A Comissão de Combate aos Crimes de Responsabilidade e à Improbidade Administrativa (Ccrimp) do Ministério Público da Paraíba (MPPB) ofereceu ao Pleno do Tribunal de Justiça da Paraíba (TJPB) no ano de 2015 (até o último dia 10 de novembro) 26 denúncias contra agentes públicos (geralmente prefeitos) de 23 municípios paraibanos. Duas dessas 26 denúncias envolvem o município de São Sebastião do Umbuzeiro; outras duas, Caaporã; e uma outra um juiz de Direito (acusado de falsidade ideológica – Artigo 299 do Código Penal).

Os demais agentes políticos denunciados são dos municípios de Aroeiras, Belém do Brejo do Cruz, Campina Grande, Conde, Congo, Duas Estradas, Gurinhém, João Pessoa, Joca Claudino, Mamanguape, Massaranduba, Monte Horebe, Pedra Branca, Pilõezinhos, Pitimbu, Pocinhos, Salgado de São Félix, São José de Piranhas, São Mamede, Serra da Raiz e Serra Redonda. Na maioria das vezes, a tipificação dos crimes tem como referência o Decreto Lei 201/67 combinado com artigos do Código Penal.

A Ccrimp é um órgão auxiliar do Ministério Público, de assessoramento do procurador-geral de Justiça, sendo composta pelo primeiro-subprocurador-geral de Justiça (procurador de Justiça Nelson Antônio Cavalcante Lemos) que a preside e por seis promotores de Justiça com mais de cinco anos na carreira. Atualmente coordenada pelo promotor de Justiça José Guilherme Soares Lemos, a Ccrimp ainda é composta pelos promotores João Benjamin Delgado Neto, Andréa Bezerra Pequeno de Alustau, Ismael Vidal Lacerda, Jamile Lemos Henrique Cavalcanti e Fernando Antônio Ferreira de Andrade.
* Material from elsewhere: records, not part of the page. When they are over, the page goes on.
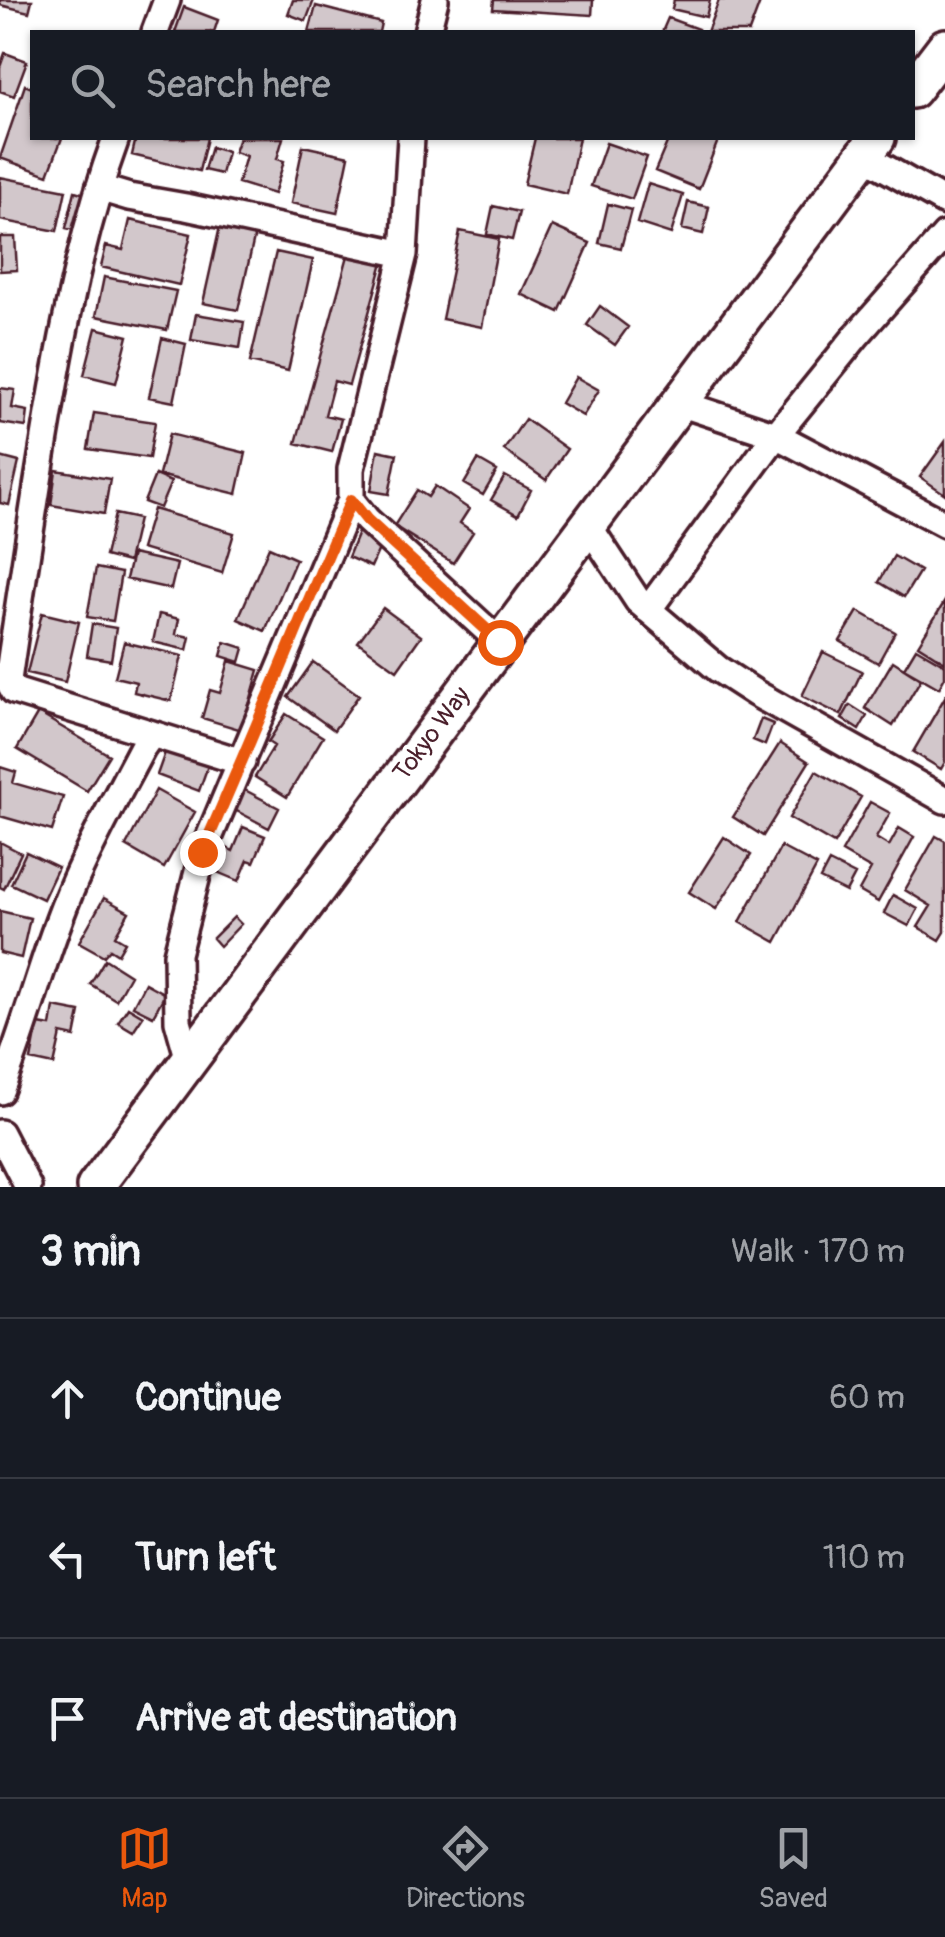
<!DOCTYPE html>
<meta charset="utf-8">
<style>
:root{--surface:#171b24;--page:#242831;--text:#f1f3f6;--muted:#9ea1a6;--line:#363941;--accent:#ea580c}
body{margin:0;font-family:Pangolin,sans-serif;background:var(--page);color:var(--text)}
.stop{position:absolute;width:30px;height:30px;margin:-22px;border:8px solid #ea580c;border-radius:50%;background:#fff}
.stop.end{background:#ea580c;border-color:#fff;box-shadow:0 2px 10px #0008}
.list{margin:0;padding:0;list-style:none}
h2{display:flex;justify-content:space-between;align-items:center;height:130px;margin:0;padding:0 40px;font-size:42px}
h2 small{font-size:32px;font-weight:400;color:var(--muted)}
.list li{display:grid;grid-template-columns:65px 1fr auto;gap:30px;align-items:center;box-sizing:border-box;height:160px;padding:0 40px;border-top:2px solid var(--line)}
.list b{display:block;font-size:38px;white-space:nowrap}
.list em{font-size:32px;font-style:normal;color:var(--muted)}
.icon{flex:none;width:55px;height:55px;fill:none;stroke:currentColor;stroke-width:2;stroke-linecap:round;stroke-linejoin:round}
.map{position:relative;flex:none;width:945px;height:1187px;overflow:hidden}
.search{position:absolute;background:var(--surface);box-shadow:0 2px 8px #0004;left:30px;right:30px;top:30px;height:110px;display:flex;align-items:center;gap:25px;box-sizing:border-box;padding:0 35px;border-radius:0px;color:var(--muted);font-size:38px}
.sheet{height:610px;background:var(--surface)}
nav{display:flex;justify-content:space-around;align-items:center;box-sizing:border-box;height:140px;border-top:2px solid var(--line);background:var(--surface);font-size:28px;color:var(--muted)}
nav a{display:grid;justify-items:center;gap:5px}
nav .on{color:var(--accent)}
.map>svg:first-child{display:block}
.building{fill:#d2c7cb;stroke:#4a1f2b;stroke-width:2.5}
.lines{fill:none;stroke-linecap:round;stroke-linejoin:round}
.minor-casing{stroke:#4a1f2b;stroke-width:32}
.secondary-casing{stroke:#4a1f2b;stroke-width:42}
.minor{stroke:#fff;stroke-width:25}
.secondary{stroke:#fff;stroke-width:35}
.route{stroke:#ea580c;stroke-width:12}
.labels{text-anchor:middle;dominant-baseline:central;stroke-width:8;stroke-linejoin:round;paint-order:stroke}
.street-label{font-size:25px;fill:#4a1f2b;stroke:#fff}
</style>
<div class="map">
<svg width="945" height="1187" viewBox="0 0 945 1187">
<rect width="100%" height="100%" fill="#fff"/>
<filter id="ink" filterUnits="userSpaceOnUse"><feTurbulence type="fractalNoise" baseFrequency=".01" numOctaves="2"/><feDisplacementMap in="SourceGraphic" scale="20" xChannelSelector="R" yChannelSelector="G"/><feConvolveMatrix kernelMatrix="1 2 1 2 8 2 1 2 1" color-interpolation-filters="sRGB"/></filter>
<g filter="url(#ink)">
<path class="building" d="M0,0H32L29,12L0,5Z
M293,0H314L306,21L288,14Z
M494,0H593L592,15L493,9Z
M674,0H710L706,17L672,9Z
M719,0H761L749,32H707Z
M316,6L381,23L379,32H309Z
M184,7L218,20L214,32H175Z
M668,18L698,29L697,32H662Z
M5,53L27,61L14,96L0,91V67Z
M25,85L32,88V138H62L48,175L0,158Z
M136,138H207L199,171L132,155Z
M239,138H283L277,159L284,161L274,194L238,183L246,156L234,152Z
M535,138H579L567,194L524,184Z
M669,138H719L699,189L655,171Z
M606,143L647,157L632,199L591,186Z
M303,146L349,156L337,213L291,203Z
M211,147L227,152L221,174L204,170Z
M0,177L66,190L57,231L0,220Z
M648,184L683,195L671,234L637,223Z
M75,191L88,195L79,231L66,228Z
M688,202L709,207L703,234L682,229Z
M608,204L631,210L621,248L599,243Z
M493,206L519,212L512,240L487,234Z
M130,220L191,234L179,285L101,267L106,246L123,250Z
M221,222L256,229L238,310L203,303Z
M552,226L590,243L559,312L521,294Z
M460,231L499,239L482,327L442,319Z
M0,237H15L17,270L0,271Z
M276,252L313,260L288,371L250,362Z
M349,252L383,262L349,385L334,381L325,415L341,419L332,452L296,443Z
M104,277L176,291L167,330L96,316Z
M600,306L628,327L615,345L587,325Z
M196,314L244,322L240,348L191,340Z
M96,328L128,336L116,383L84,375Z
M162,338L186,344L174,402L149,397Z
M576,377L599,390L583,416L561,403Z
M0,388L15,390L12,408L28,411L26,427L0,423Z
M94,413L155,422L149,458L88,449Z
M525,419L567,449L546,480L504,450Z
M169,434L246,453L237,494L159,475Z
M945,442V494L920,477Z
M378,450L397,454L389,494L371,491Z
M0,457L19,462L9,505L0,503Z
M478,460L497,471L483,495L464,484Z
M56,470L110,479L104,514L51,505Z
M155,475L171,482L160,508L144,502Z
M505,476L531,490L518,515L491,500Z
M435,486L469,509L460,523L473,532L453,563L394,526L417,490L428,497Z
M153,509L234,533L222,573L141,549Z
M115,514L138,519L128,562L105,556Z
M359,530L383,540L371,567L348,557Z
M269,547L296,559L265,631L238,619Z
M132,554L177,564L171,589L126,579Z
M894,556L920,571L904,597L879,582Z
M96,568L121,573L113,621L87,617Z
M945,601V662L918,645Z
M383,608L421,636L397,670L358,642Z
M858,611L895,632L878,663L840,641Z
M42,613L79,622L65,682L27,673Z
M159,614L179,619L176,634L190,637L187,650L153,642Z
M92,624L116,628L111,660L87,656Z
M124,642L182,656L171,701L134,692L136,682L115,677Z
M225,642L244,648L240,662L221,656Z
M916,648L945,665V677L939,688L904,668Z
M823,652L862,671L841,715L802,696Z
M229,661L259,670L242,730L202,718L210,690L220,693Z
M893,661L921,679L893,726L865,708Z
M313,662L359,695L334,730L288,697Z
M945,697V762L941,769L913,752Z
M850,705L867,716L859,730L842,719Z
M38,713L109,755L87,791L17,749Z
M286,714L323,737L287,797L255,777L274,746L268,742Z
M761,719L773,724L765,745L753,740Z
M780,743L809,762L763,836L733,817Z
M168,744L210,760L199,791L157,775Z
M0,767L16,772L13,783L63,797L52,831L0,816Z
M816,771L861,797L834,844L789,818Z
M243,789L279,808L269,828L233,809Z
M156,790L195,812L164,868L126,846Z
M870,802L890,813L876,838L889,846L899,828L914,837L878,902L859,891L871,869L842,852Z
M243,827L265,836L254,862L248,860L239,881L215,871L225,847L233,851Z
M936,836L945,841V932L940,940L918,927L931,906L905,890Z
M724,837L751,855L716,909L689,892Z
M0,842L21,853L4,889L0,887Z
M781,847L817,866L776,942L740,922Z
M26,852L58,867L43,899L11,884Z
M829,862L855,875L846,892L820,879Z
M893,895L918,909L909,926L884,913Z
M104,898L129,912L115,936L125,942L118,954L110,949L104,956L79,942Z
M0,911L30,918L21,958L0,953Z
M234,917L241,924L220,946L213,938Z
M105,959L130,975L116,1000L90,984Z
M145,983L165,994L153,1016L133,1006Z
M54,1007L80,1012L75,1037L61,1034L54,1065L31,1060L38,1024L51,1026Z
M128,1007L143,1016L133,1031L118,1022Z"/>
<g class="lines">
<g class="minor-casing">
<path id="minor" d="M155,32L167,0
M427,32L435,0
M116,138C86,220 68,305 53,391C36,487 22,583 8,680L14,691L242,762
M411,138L404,254L351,469V500L367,520L500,642
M864,156L945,202
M99,188L129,197L186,207L404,254
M679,403L776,435L945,524
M588,525L638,601L718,669L755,693L945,800
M648,610L776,435L857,335L945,235
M189,1060L178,1021L177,954L203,852L351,500
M0,1091C28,1022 45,948 75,880C95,835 119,792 142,748L152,734
M0,1133L28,1187"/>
</g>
<g class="secondary-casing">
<path id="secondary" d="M912,90L945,47
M95,1187L877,138"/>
</g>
<use href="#minor" class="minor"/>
<use href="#secondary" class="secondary"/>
</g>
</g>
<g class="lines" filter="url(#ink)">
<path class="route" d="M202,852C254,735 301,617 351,500L367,520L500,642"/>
</g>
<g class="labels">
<g class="street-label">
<text transform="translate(432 734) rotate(-53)">Tokyo Way</text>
</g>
</g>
</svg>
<div class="stop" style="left:500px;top:642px"></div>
<div class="stop end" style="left:202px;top:852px"></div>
<div class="search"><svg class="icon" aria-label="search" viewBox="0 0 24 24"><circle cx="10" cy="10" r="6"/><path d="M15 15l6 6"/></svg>Search here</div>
</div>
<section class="sheet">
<h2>3 min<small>Walk · 170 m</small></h2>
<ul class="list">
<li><svg class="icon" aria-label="ahead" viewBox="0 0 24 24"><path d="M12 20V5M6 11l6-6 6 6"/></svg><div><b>Continue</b></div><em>60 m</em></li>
<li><svg class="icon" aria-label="left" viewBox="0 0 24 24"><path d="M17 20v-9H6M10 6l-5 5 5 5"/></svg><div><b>Turn left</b></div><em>110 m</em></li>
<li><svg class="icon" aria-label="arrive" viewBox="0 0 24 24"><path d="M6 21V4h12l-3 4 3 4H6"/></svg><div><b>Arrive at destination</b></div></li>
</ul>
</section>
<nav>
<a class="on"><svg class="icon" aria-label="map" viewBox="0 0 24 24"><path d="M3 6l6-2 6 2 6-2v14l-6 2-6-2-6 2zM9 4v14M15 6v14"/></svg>Map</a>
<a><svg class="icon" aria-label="directions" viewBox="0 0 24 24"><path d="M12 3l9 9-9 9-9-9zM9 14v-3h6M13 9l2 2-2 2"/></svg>Directions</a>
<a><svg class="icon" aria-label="saved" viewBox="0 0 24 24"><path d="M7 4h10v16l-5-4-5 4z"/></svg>Saved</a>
</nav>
A Comissão tem a sua atuação precípua dedicada à investigação plena e à persecução judicial de agentes públicos estaduais e municipais detentores de prerrogativa de foro especial perante o Tribunal de Justiça estadual, por infrações penais relacionadas ao exercício da função ou cargo público e conexas. Uma vez instaurada a instância judicial, incumbe aos membros da Ccrimp promover o respectivo acompanhamento perante o Tribunal de Justiça, aviando peças processuais múltiplas, inclusive recursos para os tribunais superiores, sujeitas à aprovação do procurador-geral de Justiça.